WHAT IS NEEDED:
Send back the records in full, character for character.

Saved entries
.....

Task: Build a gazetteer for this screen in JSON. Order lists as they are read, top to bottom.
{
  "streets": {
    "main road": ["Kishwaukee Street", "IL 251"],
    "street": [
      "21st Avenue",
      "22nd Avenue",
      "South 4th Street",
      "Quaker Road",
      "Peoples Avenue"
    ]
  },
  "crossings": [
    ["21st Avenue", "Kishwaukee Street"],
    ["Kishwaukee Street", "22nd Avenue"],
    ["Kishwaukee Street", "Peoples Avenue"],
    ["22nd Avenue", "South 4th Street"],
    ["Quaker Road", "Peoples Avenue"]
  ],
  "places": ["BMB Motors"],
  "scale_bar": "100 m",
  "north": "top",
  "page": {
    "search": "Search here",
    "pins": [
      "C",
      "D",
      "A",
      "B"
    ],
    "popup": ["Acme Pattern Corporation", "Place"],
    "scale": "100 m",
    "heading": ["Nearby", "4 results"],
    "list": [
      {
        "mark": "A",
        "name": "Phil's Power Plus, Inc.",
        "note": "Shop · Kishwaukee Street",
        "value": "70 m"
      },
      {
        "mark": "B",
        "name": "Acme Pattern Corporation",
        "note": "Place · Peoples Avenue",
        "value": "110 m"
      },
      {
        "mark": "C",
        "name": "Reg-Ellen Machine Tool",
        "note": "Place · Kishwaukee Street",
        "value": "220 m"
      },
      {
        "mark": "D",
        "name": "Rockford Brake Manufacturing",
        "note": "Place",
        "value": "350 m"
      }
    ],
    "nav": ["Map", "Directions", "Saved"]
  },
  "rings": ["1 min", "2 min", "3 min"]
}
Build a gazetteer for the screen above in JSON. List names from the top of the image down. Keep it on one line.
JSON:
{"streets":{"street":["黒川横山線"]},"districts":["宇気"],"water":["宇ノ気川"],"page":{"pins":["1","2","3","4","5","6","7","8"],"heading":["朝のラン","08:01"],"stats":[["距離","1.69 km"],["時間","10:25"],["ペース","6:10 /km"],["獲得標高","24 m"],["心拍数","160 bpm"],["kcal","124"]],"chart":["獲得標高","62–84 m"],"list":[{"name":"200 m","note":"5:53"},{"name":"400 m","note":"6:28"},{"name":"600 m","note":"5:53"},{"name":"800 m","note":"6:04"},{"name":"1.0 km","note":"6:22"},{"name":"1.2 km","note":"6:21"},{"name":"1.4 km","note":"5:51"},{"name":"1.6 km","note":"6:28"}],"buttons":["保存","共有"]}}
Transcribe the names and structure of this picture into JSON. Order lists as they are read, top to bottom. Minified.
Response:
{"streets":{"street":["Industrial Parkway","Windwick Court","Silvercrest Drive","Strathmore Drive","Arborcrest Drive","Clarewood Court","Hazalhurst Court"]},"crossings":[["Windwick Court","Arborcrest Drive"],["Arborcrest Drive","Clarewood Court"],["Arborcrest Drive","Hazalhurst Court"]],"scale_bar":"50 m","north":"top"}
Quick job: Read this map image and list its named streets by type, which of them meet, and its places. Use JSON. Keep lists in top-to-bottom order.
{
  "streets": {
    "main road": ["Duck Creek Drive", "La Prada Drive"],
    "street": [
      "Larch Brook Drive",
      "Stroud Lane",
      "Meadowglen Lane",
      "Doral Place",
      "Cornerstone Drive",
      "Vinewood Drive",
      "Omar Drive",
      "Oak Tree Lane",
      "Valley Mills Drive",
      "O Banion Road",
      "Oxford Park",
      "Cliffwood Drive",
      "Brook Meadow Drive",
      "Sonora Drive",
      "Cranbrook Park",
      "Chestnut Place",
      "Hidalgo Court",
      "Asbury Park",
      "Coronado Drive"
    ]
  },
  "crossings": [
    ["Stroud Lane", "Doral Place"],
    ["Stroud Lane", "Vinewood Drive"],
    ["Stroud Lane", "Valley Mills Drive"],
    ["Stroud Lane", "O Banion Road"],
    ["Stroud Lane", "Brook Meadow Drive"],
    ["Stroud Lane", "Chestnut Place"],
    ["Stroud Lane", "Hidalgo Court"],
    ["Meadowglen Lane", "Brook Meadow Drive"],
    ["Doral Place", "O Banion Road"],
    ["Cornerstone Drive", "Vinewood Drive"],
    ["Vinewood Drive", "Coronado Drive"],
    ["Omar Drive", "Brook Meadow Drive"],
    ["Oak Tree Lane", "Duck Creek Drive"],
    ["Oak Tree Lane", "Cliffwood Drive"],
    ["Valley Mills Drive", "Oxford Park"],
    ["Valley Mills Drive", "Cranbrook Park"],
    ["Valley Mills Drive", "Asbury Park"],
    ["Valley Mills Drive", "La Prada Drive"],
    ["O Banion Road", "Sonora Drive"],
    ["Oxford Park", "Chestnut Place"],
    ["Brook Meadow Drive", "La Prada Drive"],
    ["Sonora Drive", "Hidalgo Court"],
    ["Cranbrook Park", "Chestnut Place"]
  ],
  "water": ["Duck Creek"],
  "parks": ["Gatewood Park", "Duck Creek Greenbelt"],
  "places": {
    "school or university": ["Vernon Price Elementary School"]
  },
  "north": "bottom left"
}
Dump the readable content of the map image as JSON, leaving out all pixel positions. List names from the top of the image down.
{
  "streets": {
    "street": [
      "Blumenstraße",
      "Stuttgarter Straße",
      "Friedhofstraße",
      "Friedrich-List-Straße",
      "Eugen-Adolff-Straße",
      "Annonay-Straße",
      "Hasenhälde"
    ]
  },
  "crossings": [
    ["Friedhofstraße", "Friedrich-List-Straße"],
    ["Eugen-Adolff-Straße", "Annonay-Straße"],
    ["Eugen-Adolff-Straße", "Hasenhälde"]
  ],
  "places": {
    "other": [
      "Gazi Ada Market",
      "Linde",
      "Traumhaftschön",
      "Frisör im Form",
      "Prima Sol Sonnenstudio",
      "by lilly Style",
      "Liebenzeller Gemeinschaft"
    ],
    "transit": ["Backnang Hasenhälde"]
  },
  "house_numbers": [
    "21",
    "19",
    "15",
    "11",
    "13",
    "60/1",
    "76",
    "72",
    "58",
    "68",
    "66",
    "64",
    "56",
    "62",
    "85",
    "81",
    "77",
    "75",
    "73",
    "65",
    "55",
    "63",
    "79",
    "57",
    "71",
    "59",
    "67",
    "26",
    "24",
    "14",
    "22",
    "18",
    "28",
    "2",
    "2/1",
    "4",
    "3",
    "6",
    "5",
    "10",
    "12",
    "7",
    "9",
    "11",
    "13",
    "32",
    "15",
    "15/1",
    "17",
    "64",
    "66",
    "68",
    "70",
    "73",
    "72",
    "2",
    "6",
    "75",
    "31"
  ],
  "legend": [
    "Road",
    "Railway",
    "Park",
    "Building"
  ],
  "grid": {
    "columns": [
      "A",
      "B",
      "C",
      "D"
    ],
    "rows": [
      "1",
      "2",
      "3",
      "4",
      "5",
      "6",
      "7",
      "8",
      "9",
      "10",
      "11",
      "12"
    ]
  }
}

.....

EXPECTED ANSWER:
Task: Build a gazetteer for this screen in JSON. Order lists as they are read, top to bottom.
{
  "streets": {
    "main road": ["Kishwaukee Street", "IL 251"],
    "street": [
      "21st Avenue",
      "22nd Avenue",
      "South 4th Street",
      "Quaker Road",
      "Peoples Avenue"
    ]
  },
  "crossings": [
    ["21st Avenue", "Kishwaukee Street"],
    ["Kishwaukee Street", "22nd Avenue"],
    ["Kishwaukee Street", "Peoples Avenue"],
    ["22nd Avenue", "South 4th Street"],
    ["Quaker Road", "Peoples Avenue"]
  ],
  "places": ["BMB Motors"],
  "scale_bar": "100 m",
  "north": "top",
  "page": {
    "search": "Search here",
    "pins": [
      "C",
      "D",
      "A",
      "B"
    ],
    "popup": ["Acme Pattern Corporation", "Place"],
    "scale": "100 m",
    "heading": ["Nearby", "4 results"],
    "list": [
      {
        "mark": "A",
        "name": "Phil's Power Plus, Inc.",
        "note": "Shop · Kishwaukee Street",
        "value": "70 m"
      },
      {
        "mark": "B",
        "name": "Acme Pattern Corporation",
        "note": "Place · Peoples Avenue",
        "value": "110 m"
      },
      {
        "mark": "C",
        "name": "Reg-Ellen Machine Tool",
        "note": "Place · Kishwaukee Street",
        "value": "220 m"
      },
      {
        "mark": "D",
        "name": "Rockford Brake Manufacturing",
        "note": "Place",
        "value": "350 m"
      }
    ],
    "nav": ["Map", "Directions", "Saved"]
  },
  "rings": ["1 min", "2 min", "3 min"]
}
Build a gazetteer for the screen above in JSON. List names from the top of the image down. Keep it on one line.
JSON:
{"streets":{"street":["黒川横山線"]},"districts":["宇気"],"water":["宇ノ気川"],"page":{"pins":["1","2","3","4","5","6","7","8"],"heading":["朝のラン","08:01"],"stats":[["距離","1.69 km"],["時間","10:25"],["ペース","6:10 /km"],["獲得標高","24 m"],["心拍数","160 bpm"],["kcal","124"]],"chart":["獲得標高","62–84 m"],"list":[{"name":"200 m","note":"5:53"},{"name":"400 m","note":"6:28"},{"name":"600 m","note":"5:53"},{"name":"800 m","note":"6:04"},{"name":"1.0 km","note":"6:22"},{"name":"1.2 km","note":"6:21"},{"name":"1.4 km","note":"5:51"},{"name":"1.6 km","note":"6:28"}],"buttons":["保存","共有"]}}
Transcribe the names and structure of this picture into JSON. Order lists as they are read, top to bottom. Minified.
Response:
{"streets":{"street":["Industrial Parkway","Windwick Court","Silvercrest Drive","Strathmore Drive","Arborcrest Drive","Clarewood Court","Hazalhurst Court"]},"crossings":[["Windwick Court","Arborcrest Drive"],["Arborcrest Drive","Clarewood Court"],["Arborcrest Drive","Hazalhurst Court"]],"scale_bar":"50 m","north":"top"}
Quick job: Read this map image and list its named streets by type, which of them meet, and its places. Use JSON. Keep lists in top-to-bottom order.
{
  "streets": {
    "main road": ["Duck Creek Drive", "La Prada Drive"],
    "street": [
      "Larch Brook Drive",
      "Stroud Lane",
      "Meadowglen Lane",
      "Doral Place",
      "Cornerstone Drive",
      "Vinewood Drive",
      "Omar Drive",
      "Oak Tree Lane",
      "Valley Mills Drive",
      "O Banion Road",
      "Oxford Park",
      "Cliffwood Drive",
      "Brook Meadow Drive",
      "Sonora Drive",
      "Cranbrook Park",
      "Chestnut Place",
      "Hidalgo Court",
      "Asbury Park",
      "Coronado Drive"
    ]
  },
  "crossings": [
    ["Stroud Lane", "Doral Place"],
    ["Stroud Lane", "Vinewood Drive"],
    ["Stroud Lane", "Valley Mills Drive"],
    ["Stroud Lane", "O Banion Road"],
    ["Stroud Lane", "Brook Meadow Drive"],
    ["Stroud Lane", "Chestnut Place"],
    ["Stroud Lane", "Hidalgo Court"],
    ["Meadowglen Lane", "Brook Meadow Drive"],
    ["Doral Place", "O Banion Road"],
    ["Cornerstone Drive", "Vinewood Drive"],
    ["Vinewood Drive", "Coronado Drive"],
    ["Omar Drive", "Brook Meadow Drive"],
    ["Oak Tree Lane", "Duck Creek Drive"],
    ["Oak Tree Lane", "Cliffwood Drive"],
    ["Valley Mills Drive", "Oxford Park"],
    ["Valley Mills Drive", "Cranbrook Park"],
    ["Valley Mills Drive", "Asbury Park"],
    ["Valley Mills Drive", "La Prada Drive"],
    ["O Banion Road", "Sonora Drive"],
    ["Oxford Park", "Chestnut Place"],
    ["Brook Meadow Drive", "La Prada Drive"],
    ["Sonora Drive", "Hidalgo Court"],
    ["Cranbrook Park", "Chestnut Place"]
  ],
  "water": ["Duck Creek"],
  "parks": ["Gatewood Park", "Duck Creek Greenbelt"],
  "places": {
    "school or university": ["Vernon Price Elementary School"]
  },
  "north": "bottom left"
}
Dump the readable content of the map image as JSON, leaving out all pixel positions. List names from the top of the image down.
{
  "streets": {
    "street": [
      "Blumenstraße",
      "Stuttgarter Straße",
      "Friedhofstraße",
      "Friedrich-List-Straße",
      "Eugen-Adolff-Straße",
      "Annonay-Straße",
      "Hasenhälde"
    ]
  },
  "crossings": [
    ["Friedhofstraße", "Friedrich-List-Straße"],
    ["Eugen-Adolff-Straße", "Annonay-Straße"],
    ["Eugen-Adolff-Straße", "Hasenhälde"]
  ],
  "places": {
    "other": [
      "Gazi Ada Market",
      "Linde",
      "Traumhaftschön",
      "Frisör im Form",
      "Prima Sol Sonnenstudio",
      "by lilly Style",
      "Liebenzeller Gemeinschaft"
    ],
    "transit": ["Backnang Hasenhälde"]
  },
  "house_numbers": [
    "21",
    "19",
    "15",
    "11",
    "13",
    "60/1",
    "76",
    "72",
    "58",
    "68",
    "66",
    "64",
    "56",
    "62",
    "85",
    "81",
    "77",
    "75",
    "73",
    "65",
    "55",
    "63",
    "79",
    "57",
    "71",
    "59",
    "67",
    "26",
    "24",
    "14",
    "22",
    "18",
    "28",
    "2",
    "2/1",
    "4",
    "3",
    "6",
    "5",
    "10",
    "12",
    "7",
    "9",
    "11",
    "13",
    "32",
    "15",
    "15/1",
    "17",
    "64",
    "66",
    "68",
    "70",
    "73",
    "72",
    "2",
    "6",
    "75",
    "31"
  ],
  "legend": [
    "Road",
    "Railway",
    "Park",
    "Building"
  ],
  "grid": {
    "columns": [
      "A",
      "B",
      "C",
      "D"
    ],
    "rows": [
      "1",
      "2",
      "3",
      "4",
      "5",
      "6",
      "7",
      "8",
      "9",
      "10",
      "11",
      "12"
    ]
  }
}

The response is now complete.